In Manaus, zu jener Zeit unter portugiesischer Verwaltung, sollte der Gesandte des deuschen Kaisers, der Konsul Arthur von Grolimund beim Gouverneur von Manaus eine Audienz erwirken bei der Humboldt um neue Reisepapiere ansuchen wollte.
Humboldt und Bonpland trafen gegen Mittag im Hause des Konsuls ein und wurden von einer bronzehäutigen, erhabend blickenden, elegant gekleideten eingeborenen Frau empfangen. Ihre edle Haltung war nicht die einer Dienstmagd und Humboldt wusste nicht recht welches Höflichkeitsprotokoll nun wohl angebracht wäre. Gottlob stellte sich die Frau bald selbst als Ehegattin des ehrwürdigen Konsuls vor. Sie hieß die beiden Reisenden Platz zu nehmen und brachte ihnen einen Krug mit Wasser zur Erfrischung.
Als wenig Später Arthur von Grolimund, der Konsul eintraf und sie nach ausgiebigen Begrüssungen und Ehrbezeugungen die Formalitäten hinter sich gebracht hatten, lud der Konsul seine Gäste zum Mittagessen ein.
Auf einem langgestreckten Tisch auf der Terasse des aus Holz und Stein gebauten Hauses wurden die Speisen aufgedeckt. Es gab Rinderbraten, Eierteigwaren, Bohnensprossen, Tomaten und trockene, geschrotete Wurzeln der Maniok-Staude genannte Farinha, die gegen Malaria schützen soll.
Zu trinken gab es wieder dieses köstlich erfrischende Wasser aus dem siebenundsechzig Meter tiefen Brunnen.
Der Gastgeber meinte, nun habe er endlich ein Alter erreicht, das der Tiefe seines Brunnens entspräche.
Zum Abschluss des reichen Mahles holte der Hausherr eine Flasche aus den kühleren Bereichen seiner Residenz und stellte sie einladend in die Mitte der Tafel. Es handelte sich um feines Kirschwasser, was nicht zuletzt Aufschluss über die Herkunft des Konsuls geben sollte.

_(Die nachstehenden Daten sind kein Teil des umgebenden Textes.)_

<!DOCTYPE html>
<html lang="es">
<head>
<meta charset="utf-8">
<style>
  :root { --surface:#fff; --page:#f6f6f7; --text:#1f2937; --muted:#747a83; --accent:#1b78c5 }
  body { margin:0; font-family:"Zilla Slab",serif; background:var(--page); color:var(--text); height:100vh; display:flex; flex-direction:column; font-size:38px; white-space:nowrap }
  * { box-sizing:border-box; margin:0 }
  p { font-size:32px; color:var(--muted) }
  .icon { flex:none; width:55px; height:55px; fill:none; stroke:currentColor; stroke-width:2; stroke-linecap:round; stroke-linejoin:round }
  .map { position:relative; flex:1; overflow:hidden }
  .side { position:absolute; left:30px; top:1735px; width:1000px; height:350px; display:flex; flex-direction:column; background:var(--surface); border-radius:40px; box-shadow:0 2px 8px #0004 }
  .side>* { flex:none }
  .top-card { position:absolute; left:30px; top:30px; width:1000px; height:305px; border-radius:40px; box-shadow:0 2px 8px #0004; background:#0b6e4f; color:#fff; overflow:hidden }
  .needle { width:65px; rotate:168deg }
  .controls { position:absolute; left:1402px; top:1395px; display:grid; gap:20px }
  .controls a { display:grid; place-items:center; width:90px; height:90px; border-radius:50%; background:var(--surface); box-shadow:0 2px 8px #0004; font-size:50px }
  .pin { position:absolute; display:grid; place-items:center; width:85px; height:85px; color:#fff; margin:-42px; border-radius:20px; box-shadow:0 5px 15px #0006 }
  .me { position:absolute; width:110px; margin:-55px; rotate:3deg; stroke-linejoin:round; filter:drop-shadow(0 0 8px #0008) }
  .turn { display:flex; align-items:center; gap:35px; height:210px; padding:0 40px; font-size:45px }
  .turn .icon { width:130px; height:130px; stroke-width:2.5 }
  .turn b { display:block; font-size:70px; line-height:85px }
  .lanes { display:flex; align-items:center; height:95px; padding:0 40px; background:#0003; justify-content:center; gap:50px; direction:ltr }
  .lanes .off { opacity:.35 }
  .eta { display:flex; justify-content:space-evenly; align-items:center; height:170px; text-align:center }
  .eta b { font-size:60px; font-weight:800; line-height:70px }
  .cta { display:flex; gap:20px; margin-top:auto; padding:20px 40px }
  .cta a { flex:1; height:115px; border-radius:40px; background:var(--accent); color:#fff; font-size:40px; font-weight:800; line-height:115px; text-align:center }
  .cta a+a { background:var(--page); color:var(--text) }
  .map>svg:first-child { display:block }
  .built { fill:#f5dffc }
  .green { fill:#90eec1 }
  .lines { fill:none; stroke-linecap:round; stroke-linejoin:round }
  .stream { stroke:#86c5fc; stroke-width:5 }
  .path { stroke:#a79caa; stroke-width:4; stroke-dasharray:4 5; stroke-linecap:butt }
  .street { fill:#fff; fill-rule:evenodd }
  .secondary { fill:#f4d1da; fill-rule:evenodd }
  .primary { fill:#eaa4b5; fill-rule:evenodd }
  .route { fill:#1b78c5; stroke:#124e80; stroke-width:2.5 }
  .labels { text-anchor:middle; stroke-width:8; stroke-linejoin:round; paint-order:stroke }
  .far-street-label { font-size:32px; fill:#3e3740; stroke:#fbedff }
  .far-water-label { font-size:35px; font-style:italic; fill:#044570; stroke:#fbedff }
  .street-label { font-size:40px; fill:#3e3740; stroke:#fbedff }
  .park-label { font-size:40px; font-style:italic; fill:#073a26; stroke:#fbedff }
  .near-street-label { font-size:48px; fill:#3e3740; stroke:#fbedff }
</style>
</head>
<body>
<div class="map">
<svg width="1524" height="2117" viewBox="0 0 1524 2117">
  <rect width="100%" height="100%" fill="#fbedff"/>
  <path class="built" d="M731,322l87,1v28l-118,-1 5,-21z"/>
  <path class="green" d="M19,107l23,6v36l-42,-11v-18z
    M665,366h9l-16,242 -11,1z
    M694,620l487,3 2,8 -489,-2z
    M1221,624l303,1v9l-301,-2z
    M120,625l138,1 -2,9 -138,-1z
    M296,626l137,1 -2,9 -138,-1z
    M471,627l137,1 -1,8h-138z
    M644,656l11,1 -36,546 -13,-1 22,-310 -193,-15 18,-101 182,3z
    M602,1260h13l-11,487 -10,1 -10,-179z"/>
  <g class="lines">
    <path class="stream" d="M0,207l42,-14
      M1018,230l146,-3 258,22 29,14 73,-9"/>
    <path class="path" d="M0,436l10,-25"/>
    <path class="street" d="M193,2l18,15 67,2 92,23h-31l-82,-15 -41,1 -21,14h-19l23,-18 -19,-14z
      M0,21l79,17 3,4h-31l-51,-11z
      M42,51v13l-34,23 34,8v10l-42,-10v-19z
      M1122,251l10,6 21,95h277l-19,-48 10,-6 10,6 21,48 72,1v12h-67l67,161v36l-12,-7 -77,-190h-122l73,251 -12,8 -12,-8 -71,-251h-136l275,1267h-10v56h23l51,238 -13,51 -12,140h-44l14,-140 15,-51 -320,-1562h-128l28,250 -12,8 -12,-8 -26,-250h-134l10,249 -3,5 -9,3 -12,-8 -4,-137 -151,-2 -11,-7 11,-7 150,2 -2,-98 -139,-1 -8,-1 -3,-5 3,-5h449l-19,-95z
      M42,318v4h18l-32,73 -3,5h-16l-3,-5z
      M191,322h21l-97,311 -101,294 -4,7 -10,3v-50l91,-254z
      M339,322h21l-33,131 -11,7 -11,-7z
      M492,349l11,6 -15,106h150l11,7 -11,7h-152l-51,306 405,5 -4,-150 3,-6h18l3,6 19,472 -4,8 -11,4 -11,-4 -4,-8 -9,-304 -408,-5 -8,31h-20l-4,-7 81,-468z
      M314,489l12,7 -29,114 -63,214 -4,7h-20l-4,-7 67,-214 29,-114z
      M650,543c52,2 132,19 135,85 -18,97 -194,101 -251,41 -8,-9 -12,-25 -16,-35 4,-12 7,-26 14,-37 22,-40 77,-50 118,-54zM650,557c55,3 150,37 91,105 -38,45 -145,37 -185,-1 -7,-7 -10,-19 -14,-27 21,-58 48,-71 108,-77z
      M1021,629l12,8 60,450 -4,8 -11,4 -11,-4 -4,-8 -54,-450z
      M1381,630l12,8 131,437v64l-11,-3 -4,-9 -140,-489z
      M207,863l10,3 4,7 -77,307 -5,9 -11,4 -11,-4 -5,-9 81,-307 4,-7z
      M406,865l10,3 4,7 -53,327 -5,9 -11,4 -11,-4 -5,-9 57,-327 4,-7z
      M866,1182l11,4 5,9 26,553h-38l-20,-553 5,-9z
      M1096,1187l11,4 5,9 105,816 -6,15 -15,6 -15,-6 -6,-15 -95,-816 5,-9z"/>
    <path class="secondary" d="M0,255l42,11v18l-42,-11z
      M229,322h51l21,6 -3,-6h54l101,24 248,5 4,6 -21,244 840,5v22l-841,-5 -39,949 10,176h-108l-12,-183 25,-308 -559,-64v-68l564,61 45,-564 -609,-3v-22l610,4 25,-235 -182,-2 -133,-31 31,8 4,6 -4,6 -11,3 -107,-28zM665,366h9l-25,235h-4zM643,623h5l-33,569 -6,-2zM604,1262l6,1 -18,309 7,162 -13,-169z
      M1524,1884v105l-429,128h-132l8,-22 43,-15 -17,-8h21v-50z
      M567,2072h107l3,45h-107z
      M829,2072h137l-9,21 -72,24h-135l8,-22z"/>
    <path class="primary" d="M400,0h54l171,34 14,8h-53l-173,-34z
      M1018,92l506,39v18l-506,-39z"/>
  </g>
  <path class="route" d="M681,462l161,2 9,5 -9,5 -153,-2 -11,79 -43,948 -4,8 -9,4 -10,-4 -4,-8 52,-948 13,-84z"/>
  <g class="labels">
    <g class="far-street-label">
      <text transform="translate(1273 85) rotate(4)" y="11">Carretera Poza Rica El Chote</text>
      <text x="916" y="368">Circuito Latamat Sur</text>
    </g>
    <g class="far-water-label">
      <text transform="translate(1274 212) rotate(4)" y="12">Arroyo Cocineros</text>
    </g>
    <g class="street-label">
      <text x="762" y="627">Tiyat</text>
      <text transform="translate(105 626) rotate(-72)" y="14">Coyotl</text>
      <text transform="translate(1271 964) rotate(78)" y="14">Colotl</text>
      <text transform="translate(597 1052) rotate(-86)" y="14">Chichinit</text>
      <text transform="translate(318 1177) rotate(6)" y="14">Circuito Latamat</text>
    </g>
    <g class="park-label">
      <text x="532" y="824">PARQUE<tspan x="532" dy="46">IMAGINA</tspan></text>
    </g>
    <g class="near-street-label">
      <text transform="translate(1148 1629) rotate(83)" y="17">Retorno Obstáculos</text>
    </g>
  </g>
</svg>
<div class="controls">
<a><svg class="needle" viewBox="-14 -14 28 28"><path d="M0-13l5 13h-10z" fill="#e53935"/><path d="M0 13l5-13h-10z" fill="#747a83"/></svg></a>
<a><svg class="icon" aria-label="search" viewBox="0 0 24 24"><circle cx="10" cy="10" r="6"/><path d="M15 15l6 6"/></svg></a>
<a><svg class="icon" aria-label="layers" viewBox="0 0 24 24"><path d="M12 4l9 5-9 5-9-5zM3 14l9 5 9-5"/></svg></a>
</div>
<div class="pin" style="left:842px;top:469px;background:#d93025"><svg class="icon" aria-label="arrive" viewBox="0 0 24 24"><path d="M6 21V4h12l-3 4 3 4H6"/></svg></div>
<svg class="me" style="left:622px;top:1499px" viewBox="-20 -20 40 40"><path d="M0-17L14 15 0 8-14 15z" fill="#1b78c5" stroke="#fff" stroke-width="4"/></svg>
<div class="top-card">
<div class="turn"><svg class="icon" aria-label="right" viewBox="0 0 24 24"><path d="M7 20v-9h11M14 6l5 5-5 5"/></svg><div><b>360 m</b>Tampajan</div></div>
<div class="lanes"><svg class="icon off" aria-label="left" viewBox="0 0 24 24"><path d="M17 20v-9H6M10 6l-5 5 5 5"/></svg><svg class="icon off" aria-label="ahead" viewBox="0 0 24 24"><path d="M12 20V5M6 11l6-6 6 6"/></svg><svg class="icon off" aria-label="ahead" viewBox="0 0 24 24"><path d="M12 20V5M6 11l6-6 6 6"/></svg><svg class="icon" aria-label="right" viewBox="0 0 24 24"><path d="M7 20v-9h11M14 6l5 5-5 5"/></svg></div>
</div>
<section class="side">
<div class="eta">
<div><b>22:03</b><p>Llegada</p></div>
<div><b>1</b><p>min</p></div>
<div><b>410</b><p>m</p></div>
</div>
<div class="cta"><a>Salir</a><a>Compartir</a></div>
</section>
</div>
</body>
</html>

Nachgefragt bestätigte Arthur von Grolimund seine schweizerische Abstammung. Humboldt hatte es schon auf Grund des Akzents vermutet.
Nun wurden eifrig Lebensgeschichten ausgetauscht und der Konsul erwähnt, dass seine elfjährige Tochter im Kirchenchor sänge und seit einiger Zeit sogar die Violine spielt.
Über seine Schulter hinweg rief er nach seiner Tochter Yasmina. Das bronzeschimmernde Mädchen mit dichten langen schwarzen Haaren und grünbraunen Augen erschien mit der Geige in der Hand, stellte sich am anderen Ende der Tafel auf und begann sofort einfache Lieder zu spielen. Man merkte, dass sie erst vor wenigen Monaten die ersten Geigenstunden erhielt, aber sie hatte bereits einen schönen gleichmaessigen Bogenstrich.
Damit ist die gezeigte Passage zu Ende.